Now, you can use any file or any data source that you have, but if you’re working with your own data, all of this is something that you need to consider. You could spend some time making sure everything is perfect before putting your data into the dedicated SQL Pool. And if you do encounter errors, go to forums like Stack Exchange to see if other people have encountered the same issue and to try to find a solution so you can use whatever data set you have. The reason I’m using my own data sets is because you could get a lot of open-source data sets, but often there could be a change saying that you cannot use those data sets anymore. So I didn’t want to take a chance. That’s why I’m using my own data sets, which you are free to use. There is no problem. So you can download my data sets, play with them, and understand what goes into working with data.

22. Designing a data warehouse

Hi, and welcome back. So far, we have seen how to load data into a table in our dedicated SQLpool or how to build external tables. Now we are going to look at a pattern when it comes to building tables in a sequel data warehouse, and that pattern is when it comes to building tables such as your fact tables and something known as dimension tables. This is based on the pattern that’s either known as the star schema or the snowflake schema. So before we actually dwell on this, if you look at how the tables are arranged when it comes to a traditional SQL database, So remember, over here you can have primary keys that are defined for a particular table.

This helps to uniquely identify the rows within the table, and then you can define relationships between one table and another with the help of foreign keys. When it comes to a traditional SQL database system, you normally follow the pattern of database normalization, wherein you ensure that duplicate data is not present in your tables.
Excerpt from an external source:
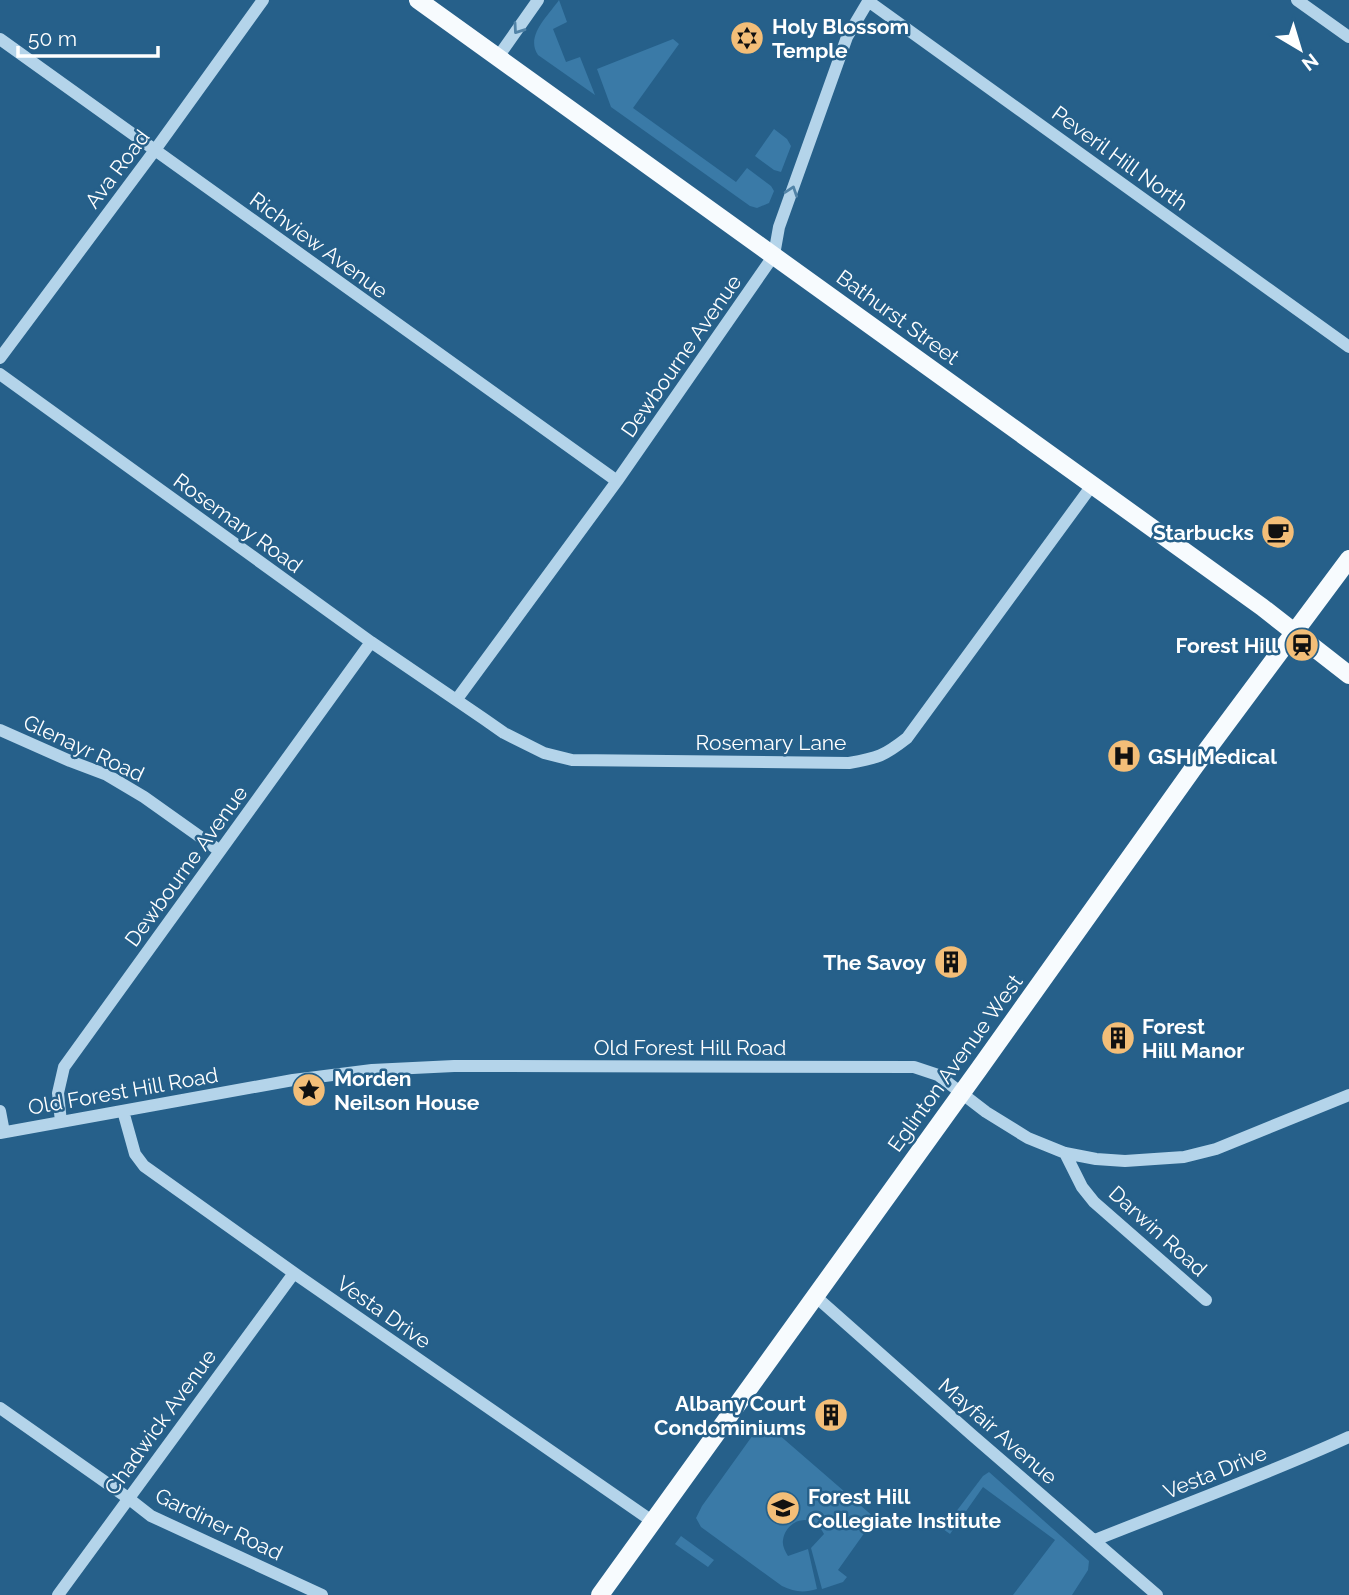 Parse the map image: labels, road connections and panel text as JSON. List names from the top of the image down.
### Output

And you structure your tables in such a way that you develop relationships between the individual tables. This is in a normal relational database that is used for your OLTP workloads and your transactional workloads. Now, when it comes to the analysis of your data and when it comes to building a SQL data warehouse, you would develop or have your tables in the form of fact tables and dimension tables.

So, what exactly are fact tables? Fact tables actually store information or measurements or metric units that actually correspond to your facts. So, for example, you can have a sales table; that’s a fact table. This actually records all the sales that have been made. So let’s say for the Umi platform, they have a separate sales table wherein all the purchases or sales of the courses have been made. These are your actual facts—what has actually happened. As a result, the sales figures reflect actual sales. When you now want to perform analysis on the data in the fact table in your SQL data warehouse, you supplement this analysis with the help of dimension tables. And don’t worry, we will actually see a simple example of how to build a fact table and how to build dimension tables.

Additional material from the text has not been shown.